She’ll be right mate just doesn’t cut it
04 August 2021
PHILIP FITZPATRICK
TUMBY BAY - It is remarkable how Australia, in less than 10 years, has become a repressed, uncaring, corrupt and stupid country.
This is despite the existence among its citizens of many caring and enlightened individuals.
But in the many others is observable a disturbing degree of compliance, indifference or capitulation.
The rot seems to have set in when a group of powerful right wing politicians and their business backers decided that climate change was a hoax and any attempt to mitigate it, such as taxing carbon pollution, was abandoned.
From there, Australia’s inhumane treatment of asylum seekers regressed even further to punish people who sought refuge from oppression, and even death, by escaping to our shores.
The creation of artificial borders to deal with these unfortunates sparked a political militancy that inexplicably led to increasing limitations on public freedom and the reintroduction of a policy based on discrimination and racism not seen since the 1950s.
The proponents of these retrograde endeavours then resorted to secrecy and corruption to entrench themselves in political control.
To any concerned citizen the speed and ease with which this political and social blitzkrieg was accomplished is truly frightening.
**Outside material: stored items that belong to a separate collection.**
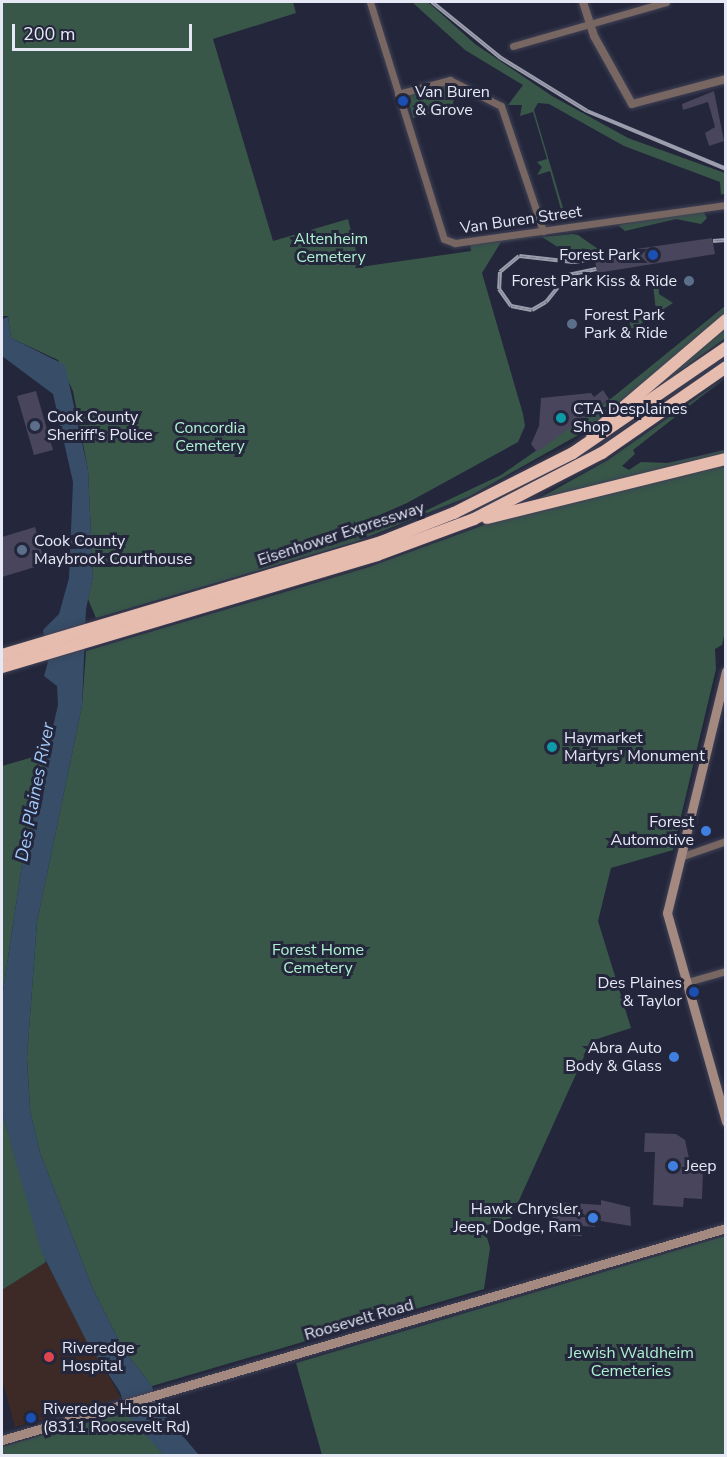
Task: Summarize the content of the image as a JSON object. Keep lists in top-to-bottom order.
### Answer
{
  "streets": {
    "highway": ["Eisenhower Expressway"],
    "main road": ["Roosevelt Road"],
    "street": ["Van Buren Street"]
  },
  "water": ["Des Plaines River"],
  "parks": [
    "Altenheim Cemetery",
    "Concordia Cemetery",
    "Forest Home Cemetery",
    "Jewish Waldheim Cemeteries"
  ],
  "places": [
    "Van Buren & Grove",
    "Forest Park",
    "Forest Park Kiss & Ride",
    "Forest Park Park & Ride",
    "CTA Desplaines Shop",
    "Cook County Sheriff's Police",
    "Cook County Maybrook Courthouse",
    "Haymarket Martyrs' Monument",
    "Forest Automotive",
    "Des Plaines & Taylor",
    "Abra Auto Body & Glass",
    "Jeep",
    "Hawk Chrysler, Jeep, Dodge, Ram",
    "Riveredge Hospital",
    "Riveredge Hospital (8311 Roosevelt Rd)"
  ],
  "scale_bar": "200 m"
}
Even more frightening is the knowledge that, if the intervention of a deadly pandemic hadn’t occurred to expose the idiocy and toxicity of this creeping invasion, no one would have been the wiser.
How the social, economic and moral damage wreaked on the nation can be repaired is a difficult question.
How do you unwind the thinking that gave us a black-shirted Border Force, a truly sinister Department of Home Affairs and an intelligence network that openly dabbles in subversion, invasion of privacy and sabre rattling?
How do you break the linkages between powerful government and billionaire corporate elites whose bottom line is always profit over everything else no matter the human cost?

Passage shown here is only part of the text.